*What the task asks*: From the very first line down to the line containing "Annotate this image: name", write out the material exactly as it appears, and no more.

*Material provided*:
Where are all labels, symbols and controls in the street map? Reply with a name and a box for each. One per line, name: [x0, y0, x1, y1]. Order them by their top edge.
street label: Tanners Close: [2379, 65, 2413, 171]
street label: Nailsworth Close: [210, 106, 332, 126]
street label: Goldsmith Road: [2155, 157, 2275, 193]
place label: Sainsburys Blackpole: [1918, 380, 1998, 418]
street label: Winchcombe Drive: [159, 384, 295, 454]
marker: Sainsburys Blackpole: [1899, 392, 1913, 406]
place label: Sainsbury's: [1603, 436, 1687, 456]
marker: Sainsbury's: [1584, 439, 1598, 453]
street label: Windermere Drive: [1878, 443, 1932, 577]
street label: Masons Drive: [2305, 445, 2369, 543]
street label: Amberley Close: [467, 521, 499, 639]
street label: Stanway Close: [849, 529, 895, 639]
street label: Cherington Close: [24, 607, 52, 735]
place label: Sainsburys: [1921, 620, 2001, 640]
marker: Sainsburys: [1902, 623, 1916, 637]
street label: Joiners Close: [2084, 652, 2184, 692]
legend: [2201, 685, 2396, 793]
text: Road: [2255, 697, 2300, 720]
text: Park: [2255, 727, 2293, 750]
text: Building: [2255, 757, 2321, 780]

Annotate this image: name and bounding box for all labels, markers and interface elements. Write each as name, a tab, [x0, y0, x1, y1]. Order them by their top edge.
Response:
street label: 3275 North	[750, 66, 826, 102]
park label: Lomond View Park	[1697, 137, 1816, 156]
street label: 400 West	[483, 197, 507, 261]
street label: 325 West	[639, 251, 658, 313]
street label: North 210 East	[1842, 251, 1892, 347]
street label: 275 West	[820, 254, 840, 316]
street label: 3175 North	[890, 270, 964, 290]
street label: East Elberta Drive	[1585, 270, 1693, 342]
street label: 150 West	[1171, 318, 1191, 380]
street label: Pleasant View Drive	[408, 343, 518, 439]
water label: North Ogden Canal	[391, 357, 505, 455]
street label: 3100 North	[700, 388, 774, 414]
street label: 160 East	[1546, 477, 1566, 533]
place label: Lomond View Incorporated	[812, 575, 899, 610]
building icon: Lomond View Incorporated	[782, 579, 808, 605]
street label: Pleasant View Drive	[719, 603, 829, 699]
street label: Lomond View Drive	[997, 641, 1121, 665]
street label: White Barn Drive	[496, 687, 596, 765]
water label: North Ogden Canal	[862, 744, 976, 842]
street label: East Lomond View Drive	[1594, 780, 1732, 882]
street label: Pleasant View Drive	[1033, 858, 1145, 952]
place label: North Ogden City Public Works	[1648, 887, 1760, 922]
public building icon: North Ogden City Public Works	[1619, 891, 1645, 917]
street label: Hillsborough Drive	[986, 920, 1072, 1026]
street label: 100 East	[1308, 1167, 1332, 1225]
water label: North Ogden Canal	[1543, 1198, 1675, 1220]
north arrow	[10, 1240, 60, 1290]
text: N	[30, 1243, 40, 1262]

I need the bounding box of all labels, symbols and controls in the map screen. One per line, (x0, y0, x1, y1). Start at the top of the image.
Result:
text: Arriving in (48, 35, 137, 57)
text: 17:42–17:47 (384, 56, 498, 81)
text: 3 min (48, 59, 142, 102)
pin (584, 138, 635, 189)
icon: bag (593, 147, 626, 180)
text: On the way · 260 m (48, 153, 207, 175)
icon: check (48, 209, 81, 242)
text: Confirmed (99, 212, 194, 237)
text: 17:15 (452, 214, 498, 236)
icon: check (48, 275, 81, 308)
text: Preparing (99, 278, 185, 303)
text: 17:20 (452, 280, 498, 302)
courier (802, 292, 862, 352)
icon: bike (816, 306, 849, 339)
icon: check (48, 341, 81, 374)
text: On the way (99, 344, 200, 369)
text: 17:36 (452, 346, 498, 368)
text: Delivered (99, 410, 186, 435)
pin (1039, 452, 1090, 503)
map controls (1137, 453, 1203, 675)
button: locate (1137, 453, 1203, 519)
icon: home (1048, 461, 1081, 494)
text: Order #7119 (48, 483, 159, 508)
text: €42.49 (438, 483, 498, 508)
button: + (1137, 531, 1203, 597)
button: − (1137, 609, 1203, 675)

*Solution for this task*:
Where are all labels, symbols and controls in the street map? Reply with a name and a box for each. One per line, name: [x0, y0, x1, y1]. Order them by their top edge.
street label: Tanners Close: [2379, 65, 2413, 171]
street label: Nailsworth Close: [210, 106, 332, 126]
street label: Goldsmith Road: [2155, 157, 2275, 193]
place label: Sainsburys Blackpole: [1918, 380, 1998, 418]
street label: Winchcombe Drive: [159, 384, 295, 454]
marker: Sainsburys Blackpole: [1899, 392, 1913, 406]
place label: Sainsbury's: [1603, 436, 1687, 456]
marker: Sainsbury's: [1584, 439, 1598, 453]
street label: Windermere Drive: [1878, 443, 1932, 577]
street label: Masons Drive: [2305, 445, 2369, 543]
street label: Amberley Close: [467, 521, 499, 639]
street label: Stanway Close: [849, 529, 895, 639]
street label: Cherington Close: [24, 607, 52, 735]
place label: Sainsburys: [1921, 620, 2001, 640]
marker: Sainsburys: [1902, 623, 1916, 637]
street label: Joiners Close: [2084, 652, 2184, 692]
legend: [2201, 685, 2396, 793]
text: Road: [2255, 697, 2300, 720]
text: Park: [2255, 727, 2293, 750]
text: Building: [2255, 757, 2321, 780]

Annotate this image: name and bounding box for all labels, markers and interface elements. Write each as name, a tab, [x0, y0, x1, y1]. Order them by their top edge.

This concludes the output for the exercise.